Dans un entretien accordé jeudi à la RTBF, il explique que l'homosexualité est provoquée par une interaction entre des facteurs génétiques et hormonaux dans l'embryon. Plusieurs études suggèrent en effet qu'un stress très important subi par la mère durant la grossesse pourrait déséquilibrer la machine hormonale de l'embryon et influencer durablement son orientation sexuelle, explique-t-il (écouter l'interview complète).

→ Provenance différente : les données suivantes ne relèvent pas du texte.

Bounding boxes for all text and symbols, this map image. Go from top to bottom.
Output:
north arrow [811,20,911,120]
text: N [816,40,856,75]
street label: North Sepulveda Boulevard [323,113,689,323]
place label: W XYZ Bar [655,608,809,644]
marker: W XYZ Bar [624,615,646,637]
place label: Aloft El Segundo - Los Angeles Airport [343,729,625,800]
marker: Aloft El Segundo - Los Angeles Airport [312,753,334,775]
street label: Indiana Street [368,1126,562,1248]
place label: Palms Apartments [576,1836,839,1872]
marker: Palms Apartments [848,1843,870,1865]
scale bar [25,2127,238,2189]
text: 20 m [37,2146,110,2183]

Selon ces études, les homosexuels auraient été exposés durant leur vie embryonnaire à des concentrations atypiques d'hormones, trop d'androgènes pour la femme et pas assez pour l'homme. "Chez l'animal, il est d'ailleurs possible de modifier expérimentalement les taux d'hormones auxquels sont exposés les embryons. Soit on peut rajouter, lors d'une phase précise du développement, de la testostérone dans les embryons femelles, soit on peut bloquer l'action de la testostérone dans les embryons mâles. Et à l'âge adulte on retrouvera des caractéristiques comportementales du sexe opposé bien que les structures morphologiques et génitales de l'animal n'aient pas été modifiées", explique la RTBF.

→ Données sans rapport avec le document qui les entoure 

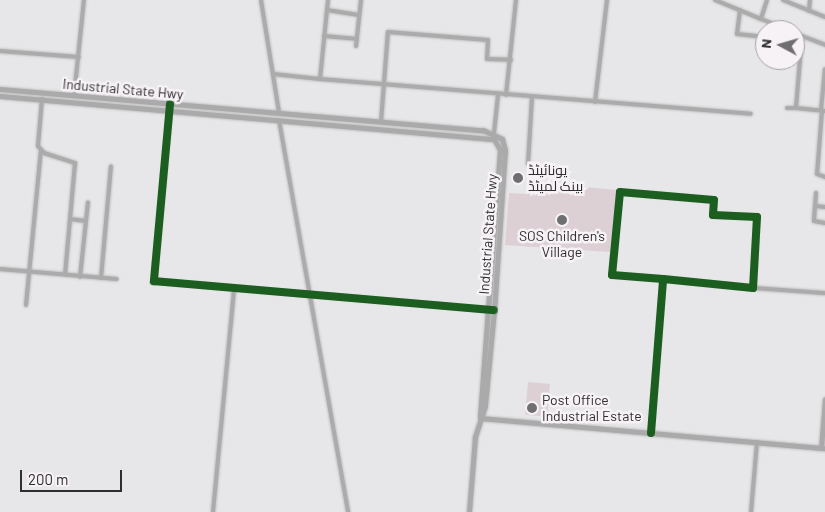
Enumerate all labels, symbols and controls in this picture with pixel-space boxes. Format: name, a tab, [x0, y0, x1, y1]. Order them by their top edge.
north arrow	[755, 20, 805, 70]
text: N	[757, 38, 775, 49]
street label: Industrial State Hwy	[62, 75, 184, 103]
place label: یونائیٹڈ بینک لمیٹڈ	[528, 162, 583, 194]
marker: یونائیٹڈ بینک لمیٹڈ	[512, 172, 524, 184]
street label: Industrial State Hwy	[475, 173, 501, 295]
marker: SOS Children's Village	[556, 214, 568, 226]
place label: SOS Children's Village	[519, 228, 605, 260]
place label: Post Office Industrial Estate	[542, 392, 642, 424]
marker: Post Office Industrial Estate	[526, 402, 538, 414]
scale bar	[22, 460, 125, 492]
text: 200 m	[28, 470, 68, 488]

Plus étonnant, de telles modifications du comportement pourraient être provoquées artificiellement après la naissance. "En plus de ces effets lents bien connus, des changements rapides de la concentration en ½strogènes dans le cerveau sont suivis après quelques minutes seulement de modifications parallèles de l'expression du comportement sexuel chez la souris mâle", explique le Centre de neurobiologie cellulaire et moléculaire, qui se fait l'écho d'un article publié par l'équipe de Jacques Balthazart dans The Journal of Neuroscience.
LA LIGNE DU VATICAN
Selon Jacques Balthazart, cet ouvrage sur l'origine biologique de l'homosexualité est de nature à favoriser l'acceptation de l'homosexualité. "Si l'homosexualité n'est pas un vice ou une perversion, affirme-t-il, et quelque part même pas un choix, il n'y a aucune raison de persécuter les homosexuels". Spécialiste en neuro-endocrinologie du comportement, le chercheur reconnaît vouloir s'attaquer aux thèses selon lesquelles l'homosexualité est due à des raisons psychanalytiques.

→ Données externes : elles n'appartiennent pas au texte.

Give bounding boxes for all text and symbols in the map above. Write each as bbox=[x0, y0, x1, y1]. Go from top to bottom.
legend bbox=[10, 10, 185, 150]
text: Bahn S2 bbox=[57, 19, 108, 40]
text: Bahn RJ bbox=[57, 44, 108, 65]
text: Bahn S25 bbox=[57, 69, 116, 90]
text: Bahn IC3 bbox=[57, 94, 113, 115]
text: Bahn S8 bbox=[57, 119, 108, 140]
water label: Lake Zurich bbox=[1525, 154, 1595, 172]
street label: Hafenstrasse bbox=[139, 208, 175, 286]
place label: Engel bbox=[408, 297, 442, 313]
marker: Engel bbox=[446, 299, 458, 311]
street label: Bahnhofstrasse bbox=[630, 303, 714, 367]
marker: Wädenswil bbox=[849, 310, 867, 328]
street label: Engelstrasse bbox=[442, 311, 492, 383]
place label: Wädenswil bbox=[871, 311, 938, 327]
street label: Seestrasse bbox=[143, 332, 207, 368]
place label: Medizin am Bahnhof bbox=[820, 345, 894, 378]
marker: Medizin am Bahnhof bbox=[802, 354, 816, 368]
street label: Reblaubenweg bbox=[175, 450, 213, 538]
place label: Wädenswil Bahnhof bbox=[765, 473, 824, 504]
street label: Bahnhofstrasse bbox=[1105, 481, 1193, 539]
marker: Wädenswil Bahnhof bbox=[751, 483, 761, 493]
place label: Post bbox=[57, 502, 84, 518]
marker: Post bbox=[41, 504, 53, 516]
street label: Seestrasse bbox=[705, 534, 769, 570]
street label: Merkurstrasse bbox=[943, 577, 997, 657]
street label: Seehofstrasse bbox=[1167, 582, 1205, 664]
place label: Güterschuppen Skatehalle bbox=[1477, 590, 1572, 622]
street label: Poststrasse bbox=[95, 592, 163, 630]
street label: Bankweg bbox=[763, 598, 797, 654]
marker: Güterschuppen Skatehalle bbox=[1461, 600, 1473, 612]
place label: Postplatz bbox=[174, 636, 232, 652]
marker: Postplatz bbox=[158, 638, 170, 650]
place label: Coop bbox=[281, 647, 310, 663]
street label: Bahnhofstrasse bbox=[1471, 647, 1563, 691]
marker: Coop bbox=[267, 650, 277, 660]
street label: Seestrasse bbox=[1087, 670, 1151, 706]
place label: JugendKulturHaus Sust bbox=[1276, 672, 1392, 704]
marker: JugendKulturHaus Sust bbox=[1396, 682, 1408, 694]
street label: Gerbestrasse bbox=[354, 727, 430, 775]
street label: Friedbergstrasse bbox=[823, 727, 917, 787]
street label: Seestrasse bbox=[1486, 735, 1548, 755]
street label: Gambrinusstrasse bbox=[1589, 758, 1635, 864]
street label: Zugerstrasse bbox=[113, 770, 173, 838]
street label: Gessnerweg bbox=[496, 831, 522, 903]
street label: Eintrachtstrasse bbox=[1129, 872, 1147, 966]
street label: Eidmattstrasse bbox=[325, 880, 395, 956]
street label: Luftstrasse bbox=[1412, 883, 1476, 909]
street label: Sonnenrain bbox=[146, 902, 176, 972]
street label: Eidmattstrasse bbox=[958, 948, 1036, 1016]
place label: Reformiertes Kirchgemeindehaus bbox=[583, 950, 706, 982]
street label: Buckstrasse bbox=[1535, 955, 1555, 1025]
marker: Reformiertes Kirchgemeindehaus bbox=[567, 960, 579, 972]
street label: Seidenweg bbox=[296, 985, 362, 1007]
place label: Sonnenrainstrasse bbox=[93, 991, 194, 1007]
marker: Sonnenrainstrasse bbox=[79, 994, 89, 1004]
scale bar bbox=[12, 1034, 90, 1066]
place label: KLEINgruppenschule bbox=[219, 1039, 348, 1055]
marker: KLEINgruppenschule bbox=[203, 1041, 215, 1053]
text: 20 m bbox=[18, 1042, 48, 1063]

Le Vatican est sur cette ligne. "On ne naît pas homosexuel, mais on le devient. Pour différentes raisons, des questions d'éducation, parce qu'on n'a pas développé sa propre identité au cours de l'adolescence", a ainsi affirmé en décembre le cardinal Javier Lozano Barragan, ancien ministre de la santé du pape.
A travers son ouvrage, Jacques Balthazart veut s'adresser au grand public. "Il était temps de rééquilibrer la balance. En dépassant le conflit stupide inné/acquis ou nature/environnement. Car tout est interaction entre les deux. Sur une base scientifique, je voulais aussi démonter les croyances selon lesquelles l'homosexualité serait une maladie, une perversion, une déviance", soutient-il.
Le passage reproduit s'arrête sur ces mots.